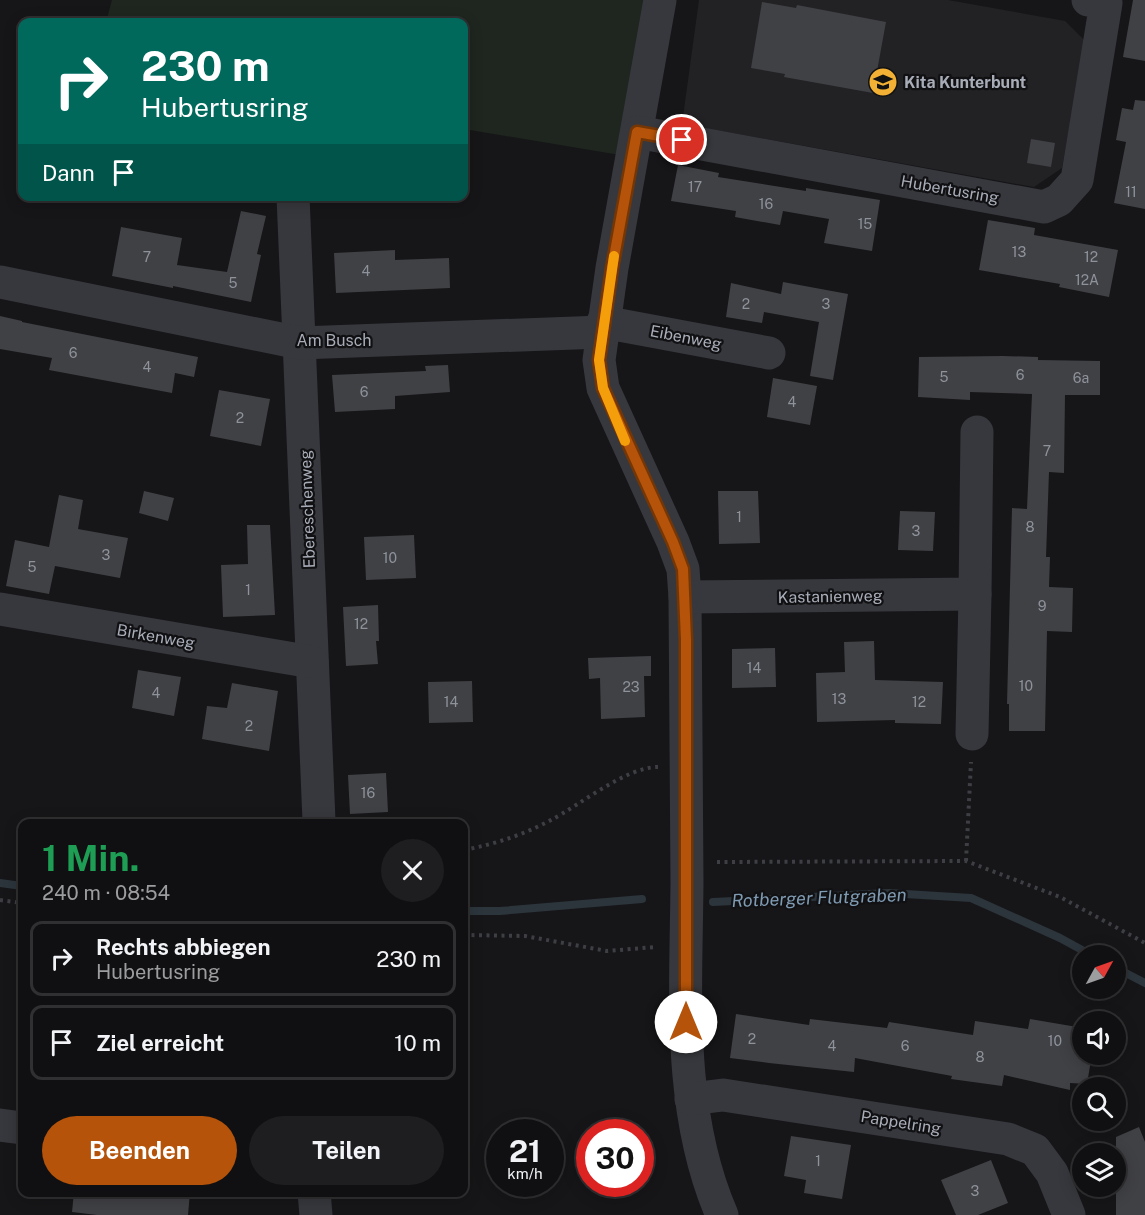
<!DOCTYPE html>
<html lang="de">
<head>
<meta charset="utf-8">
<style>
	:root { --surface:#101012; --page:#1e1e20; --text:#f1f3f6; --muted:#9c9d9f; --line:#303032; --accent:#b45309 }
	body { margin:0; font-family:"Public Sans",sans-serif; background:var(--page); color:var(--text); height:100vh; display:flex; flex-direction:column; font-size:22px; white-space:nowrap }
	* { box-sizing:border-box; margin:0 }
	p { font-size:20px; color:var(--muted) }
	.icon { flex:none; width:33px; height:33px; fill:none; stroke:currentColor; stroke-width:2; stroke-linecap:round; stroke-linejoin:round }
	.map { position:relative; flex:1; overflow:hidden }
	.panel { position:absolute; left:18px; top:819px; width:450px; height:378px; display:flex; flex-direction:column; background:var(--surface); border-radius:12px; box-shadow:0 3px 15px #0003,0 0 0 2px var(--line) }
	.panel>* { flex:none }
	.top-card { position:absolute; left:18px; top:18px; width:450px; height:183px; border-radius:12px; box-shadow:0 3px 15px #0003,0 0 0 2px var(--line); background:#00695c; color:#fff; overflow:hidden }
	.needle { width:39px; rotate:50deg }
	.controls { position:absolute; left:1072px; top:945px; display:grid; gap:12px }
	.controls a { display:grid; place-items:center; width:54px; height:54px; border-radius:50%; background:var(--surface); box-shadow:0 3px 15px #0003,0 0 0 2px var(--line); font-size:30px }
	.speed { position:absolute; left:486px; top:1119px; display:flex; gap:12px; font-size:30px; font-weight:700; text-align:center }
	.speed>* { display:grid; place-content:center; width:78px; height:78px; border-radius:50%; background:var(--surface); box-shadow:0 3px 15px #0003,0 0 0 2px var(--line); line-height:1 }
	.speed small { font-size:15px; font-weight:400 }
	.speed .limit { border:9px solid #d22; background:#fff; color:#111 }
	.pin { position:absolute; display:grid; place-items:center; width:51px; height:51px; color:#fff; margin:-26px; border:3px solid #fff; border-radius:50%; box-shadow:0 2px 6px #0007 }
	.me { position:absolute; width:66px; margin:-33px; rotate:0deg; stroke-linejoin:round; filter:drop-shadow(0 0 4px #0008) }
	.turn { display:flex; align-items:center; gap:21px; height:126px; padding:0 24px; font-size:27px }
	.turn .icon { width:78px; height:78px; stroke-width:2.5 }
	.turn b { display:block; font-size:42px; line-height:51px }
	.then { display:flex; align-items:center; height:57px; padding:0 24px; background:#0003; gap:12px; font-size:22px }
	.round { display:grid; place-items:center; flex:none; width:63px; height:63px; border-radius:32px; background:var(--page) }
	.head { display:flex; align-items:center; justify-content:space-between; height:102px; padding:0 24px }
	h1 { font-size:36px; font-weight:700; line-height:45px; color:#1e9e55 }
	.action { display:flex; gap:12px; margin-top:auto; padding:12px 24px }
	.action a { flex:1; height:69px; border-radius:36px; background:var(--accent); color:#fff; font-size:24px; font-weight:700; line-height:69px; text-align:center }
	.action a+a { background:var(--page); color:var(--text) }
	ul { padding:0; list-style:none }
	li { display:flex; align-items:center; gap:18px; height:75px; margin:0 12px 9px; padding:0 12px; border:3px solid var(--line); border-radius:12px }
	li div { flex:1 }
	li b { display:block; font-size:22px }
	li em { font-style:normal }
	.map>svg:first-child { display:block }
	.built { fill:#222225 }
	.green { fill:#1e261f }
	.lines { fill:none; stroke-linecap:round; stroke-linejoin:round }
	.stream { stroke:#2c353c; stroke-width:8 }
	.building { fill:#404145 }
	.path { stroke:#3d3f44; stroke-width:4; stroke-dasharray:3 4.5; stroke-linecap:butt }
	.minor { stroke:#37383d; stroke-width:33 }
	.route-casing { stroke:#753606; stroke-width:15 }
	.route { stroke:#b45309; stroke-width:10 }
	.slow { stroke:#f59e0b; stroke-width:10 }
	.labels { text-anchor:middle; stroke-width:4.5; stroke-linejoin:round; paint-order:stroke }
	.number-label { font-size:14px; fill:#8e929b }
	.poi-label { font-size:16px; font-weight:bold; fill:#a8adb8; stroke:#111113; text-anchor:start }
	.street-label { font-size:16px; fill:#a8adb8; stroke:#111113 }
	.water-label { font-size:18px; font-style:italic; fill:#7f9bb3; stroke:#111113 }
</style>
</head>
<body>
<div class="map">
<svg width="1145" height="1215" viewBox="0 0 1145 1215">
	<rect width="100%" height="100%" fill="#161618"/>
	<!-- built -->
	<polygon class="built" points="699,0 948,0 1065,21 1085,41 1062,168 1034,187 682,124"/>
	<!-- green -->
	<polygon class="green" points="112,0 647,0 620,155 464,129 464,22 106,22"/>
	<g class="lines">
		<!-- stream -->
		<g class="stream">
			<polyline points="0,883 22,886"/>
			<polyline points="713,902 889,893 971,898 1060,938 1093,956"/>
			<polyline points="464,911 500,911 642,899"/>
			<polyline points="1116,968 1145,983"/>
		</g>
	</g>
	<!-- building -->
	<g class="building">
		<polygon points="1133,0 1145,0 1145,61 1123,57"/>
		<polygon points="762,2 796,8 797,5 886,22 873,93 784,77 785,74 751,68"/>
		<polygon points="1135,100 1145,101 1145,209 1114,203 1126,142 1116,140 1122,108 1133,110"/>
		<polygon points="1031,139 1055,143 1051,167 1027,163"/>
		<polygon points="678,165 719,173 718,177 806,191 806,188 880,200 872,251 824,243 829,219 783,211 780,225 735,217 736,211 671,201"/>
		<polygon points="241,211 266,216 257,254 261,255 251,302 173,286 173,288 112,276 121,227 182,238 177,265 227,272"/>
		<polygon points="988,220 1035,228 1034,235 1118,250 1109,297 1059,287 1060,284 979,270"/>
		<polygon points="395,250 395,260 449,258 450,288 336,293 334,253"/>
		<polygon points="783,282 848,294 833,380 810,376 819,322 764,312 762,323 726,317 731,283 781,294"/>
		<polygon points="0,316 22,321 22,322 198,357 194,377 175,373 172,393 49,370 52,358 0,349"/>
		<polygon points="1003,356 1038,357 1038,360 1100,361 1100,395 1065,395 1064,473 1049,472 1046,557 1050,557 1049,587 1073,588 1072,632 1047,631 1045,731 1009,731 1009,704 1007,704 1012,508 1027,509 1032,394 970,392 970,400 918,397 919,357"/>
		<polygon points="448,365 450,392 395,396 395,409 335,412 332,375 426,371 425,366"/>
		<polygon points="773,378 817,386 810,425 767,417"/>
		<polygon points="219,390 270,399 261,446 210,436"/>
		<polygon points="144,491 174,498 168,521 139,513"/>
		<polygon points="718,491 758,491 760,543 719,544"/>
		<polygon points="59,495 83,500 78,529 128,538 120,578 55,566 49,594 6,586 15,540 49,547"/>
		<polygon points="900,511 935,512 933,551 898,550"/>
		<polygon points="247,525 270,525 275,615 223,617 221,565 248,564"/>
		<polygon points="414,535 416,578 366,580 364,537"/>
		<polygon points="378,605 379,641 376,641 378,664 346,666 343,607"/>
		<polygon points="874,641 875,680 943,682 941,724 895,723 895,720 817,722 816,673 845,672 844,642"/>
		<polygon points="775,648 776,687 732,688 732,649"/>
		<polygon points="651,656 651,676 644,676 645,717 601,719 600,678 589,679 588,658"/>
		<polygon points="138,670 181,677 174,716 132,708"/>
		<polygon points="472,681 473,722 429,723 428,682"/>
		<polygon points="232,683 278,691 269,751 202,739 207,706 227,708"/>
		<polygon points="386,773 388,812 350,814 348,775"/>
		<polygon points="736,1014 809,1025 810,1019 887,1028 889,1022 973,1035 975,1021 1028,1029 1030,1019 1083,1028 1083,1054 1092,1054 1087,1084 1070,1083 1070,1090 1004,1075 1002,1086 951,1079 952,1076 855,1058 854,1072 769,1063 730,1058"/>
		<polygon points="1139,1127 1145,1142 1145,1215 1116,1215 1116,1137"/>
		<polygon points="791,1136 851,1145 842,1199 804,1193 806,1180 784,1176"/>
		<polygon points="991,1160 1008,1203 978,1215 956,1215 941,1180"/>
		<polygon points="74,1192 190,1192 188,1215 97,1215 72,1212"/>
	</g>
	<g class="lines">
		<!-- path -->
		<g class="path">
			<path d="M464,850C495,844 523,835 551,820C580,805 626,767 658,767"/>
			<polyline points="966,861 971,762"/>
			<polyline points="717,862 966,861 1060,897 1145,943"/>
			<polyline points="0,900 22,903"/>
			<polyline points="464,935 525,936 607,951 656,947"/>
		</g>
		<!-- minor -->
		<g class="minor">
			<path d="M660,0L612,268L599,360L603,388L673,542L683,569L685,597C686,693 687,788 687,883C686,993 677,1112 722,1215"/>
			<polyline points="637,132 1044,207 1059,200 1077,180 1106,3 1088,0"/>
			<polyline points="293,196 319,821"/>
			<polyline points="0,282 300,343 602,332"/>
			<polyline points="603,322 769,353"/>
			<polyline points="685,597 975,594 977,432"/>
			<polyline points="0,609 312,662"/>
			<polyline points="972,734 975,594"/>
			<polyline points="691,1099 723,1095 1008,1139 1035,1150 1052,1173 1069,1215"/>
			<polyline points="0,1125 22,1128"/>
			<polyline points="314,1192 316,1215"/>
		</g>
	</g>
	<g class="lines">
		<!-- route casing -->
		<g class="route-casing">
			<polyline id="route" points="682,140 637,132 612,268 599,360 603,388 673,542 683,569 686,640 686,1022"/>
		</g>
		<!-- route -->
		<use href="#route" class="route"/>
		<!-- slow -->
		<polyline class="slow" points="614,256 599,360 603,388 625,441"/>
	</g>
	<!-- icons -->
	<defs>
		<g id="school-disc" transform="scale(1.5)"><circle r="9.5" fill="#f2b134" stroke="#111113"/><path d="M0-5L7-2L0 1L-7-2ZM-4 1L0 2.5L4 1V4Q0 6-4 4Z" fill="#111"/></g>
	</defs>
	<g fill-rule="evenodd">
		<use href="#school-disc" x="883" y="82"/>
	</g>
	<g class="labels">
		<!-- number labels -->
		<g class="number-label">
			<text x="695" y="192">17</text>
			<text x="1131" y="197">11</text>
			<text x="766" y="209">16</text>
			<text x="865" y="229">15</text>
			<text x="1019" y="257">13</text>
			<text x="147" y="262">7</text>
			<text x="1091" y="262">12</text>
			<text x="366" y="276">4</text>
			<text x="1087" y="285">12A</text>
			<text x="233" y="288">5</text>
			<text x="746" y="309">2</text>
			<text x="826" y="309">3</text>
			<text x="73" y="358">6</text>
			<text x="147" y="372">4</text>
			<text x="1020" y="380">6</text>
			<text x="944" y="382">5</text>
			<text x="1081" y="383">6a</text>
			<text x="364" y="397">6</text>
			<text x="792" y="407">4</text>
			<text x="240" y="423">2</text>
			<text x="1047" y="456">7</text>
			<text x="739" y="522">1</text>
			<text x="1030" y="532">8</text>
			<text x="916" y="536">3</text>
			<text x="106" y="560">3</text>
			<text x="390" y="563">10</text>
			<text x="32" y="572">5</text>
			<text x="248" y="595">1</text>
			<text x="1042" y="611">9</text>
			<text x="361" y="629">12</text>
			<text x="754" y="673">14</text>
			<text x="1026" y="691">10</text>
			<text x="631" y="692">23</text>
			<text x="156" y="698">4</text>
			<text x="839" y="704">13</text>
			<text x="451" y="707">14</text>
			<text x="919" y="707">12</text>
			<text x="249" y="731">2</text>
			<text x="368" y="798">16</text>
			<text x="752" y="1044">2</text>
			<text x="1055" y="1046">10</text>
			<text x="832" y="1051">4</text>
			<text x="905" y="1051">6</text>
			<text x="980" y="1062">8</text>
			<text x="818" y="1166">1</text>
			<text x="975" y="1196">3</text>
		</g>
		<!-- poi labels -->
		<g class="poi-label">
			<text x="904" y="88">Kita Kunterbunt</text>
		</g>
		<!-- street labels -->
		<g class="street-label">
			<text transform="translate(950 189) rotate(10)" y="6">Hubertusring</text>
			<text transform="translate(686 337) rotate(11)" y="6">Eibenweg</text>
			<text x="334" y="346">Am Busch</text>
			<text transform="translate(307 509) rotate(-92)" y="6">Ebereschenweg</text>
			<text transform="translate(830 596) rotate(-1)" y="6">Kastanienweg</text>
			<text transform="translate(156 636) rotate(10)" y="6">Birkenweg</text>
			<text transform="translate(901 1122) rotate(9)" y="6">Pappelring</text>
		</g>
		<!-- water labels -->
		<g class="water-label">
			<text transform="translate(819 898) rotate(-2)" y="6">Rotberger Flutgraben</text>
		</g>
	</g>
</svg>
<div class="controls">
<a><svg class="needle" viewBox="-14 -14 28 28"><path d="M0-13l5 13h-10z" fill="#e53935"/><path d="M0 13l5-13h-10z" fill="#9c9d9f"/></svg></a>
<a><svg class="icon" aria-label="sound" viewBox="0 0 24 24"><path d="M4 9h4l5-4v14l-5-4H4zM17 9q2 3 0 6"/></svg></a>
<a><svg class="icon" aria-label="search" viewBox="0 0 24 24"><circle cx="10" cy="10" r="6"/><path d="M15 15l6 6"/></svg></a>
<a><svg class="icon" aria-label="layers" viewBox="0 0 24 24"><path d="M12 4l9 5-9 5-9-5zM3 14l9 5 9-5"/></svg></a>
</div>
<div class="speed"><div>21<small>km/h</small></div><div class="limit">30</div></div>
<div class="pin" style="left:682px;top:140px;background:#d93025"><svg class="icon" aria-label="arrive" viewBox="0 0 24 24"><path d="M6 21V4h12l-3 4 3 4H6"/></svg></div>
<svg class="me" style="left:686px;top:1022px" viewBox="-20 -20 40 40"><circle r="19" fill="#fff"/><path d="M0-13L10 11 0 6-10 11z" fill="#b45309"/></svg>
<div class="top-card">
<div class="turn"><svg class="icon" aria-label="right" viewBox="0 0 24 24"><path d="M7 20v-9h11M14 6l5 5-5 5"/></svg><div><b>230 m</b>Hubertusring</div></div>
<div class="then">Dann<svg class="icon" aria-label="arrive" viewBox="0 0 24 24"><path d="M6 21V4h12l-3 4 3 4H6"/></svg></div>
</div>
<section class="panel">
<div class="head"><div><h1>1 Min.</h1><p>240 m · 08:54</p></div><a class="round"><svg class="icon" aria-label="close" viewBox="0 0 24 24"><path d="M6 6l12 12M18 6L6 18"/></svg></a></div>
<ul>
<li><svg class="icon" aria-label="right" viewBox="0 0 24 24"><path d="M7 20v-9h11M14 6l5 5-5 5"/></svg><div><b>Rechts abbiegen</b><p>Hubertusring</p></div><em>230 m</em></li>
<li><svg class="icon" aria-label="arrive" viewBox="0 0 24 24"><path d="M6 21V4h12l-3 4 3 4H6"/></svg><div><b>Ziel erreicht</b></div><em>10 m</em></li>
</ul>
<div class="action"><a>Beenden</a><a>Teilen</a></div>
</section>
</div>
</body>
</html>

-- About this task --
Restate the lines of the records exactly, starting at the first and stopping after the line with "display:grid; place-items:center; width:54px;". Leave out any picture.

-- Result of this task --
<!DOCTYPE html>
<html lang="de">
<head>
<meta charset="utf-8">
<style>
	:root { --surface:#101012; --page:#1e1e20; --text:#f1f3f6; --muted:#9c9d9f; --line:#303032; --accent:#b45309 }
	body { margin:0; font-family:"Public Sans",sans-serif; background:var(--page); color:var(--text); height:100vh; display:flex; flex-direction:column; font-size:22px; white-space:nowrap }
	* { box-sizing:border-box; margin:0 }
	p { font-size:20px; color:var(--muted) }
	.icon { flex:none; width:33px; height:33px; fill:none; stroke:currentColor; stroke-width:2; stroke-linecap:round; stroke-linejoin:round }
	.map { position:relative; flex:1; overflow:hidden }
	.panel { position:absolute; left:18px; top:819px; width:450px; height:378px; display:flex; flex-direction:column; background:var(--surface); border-radius:12px; box-shadow:0 3px 15px #0003,0 0 0 2px var(--line) }
	.panel>* { flex:none }
	.top-card { position:absolute; left:18px; top:18px; width:450px; height:183px; border-radius:12px; box-shadow:0 3px 15px #0003,0 0 0 2px var(--line); background:#00695c; color:#fff; overflow:hidden }
	.needle { width:39px; rotate:50deg }
	.controls { position:absolute; left:1072px; top:945px; display:grid; gap:12px }
	.controls a { display:grid; place-items:center; width:54px; height:54px; border-radius:50%; background:var(--surface); box-shadow:0 3px 15px #0003,0 0 0 2px var(--line); font-size:30px }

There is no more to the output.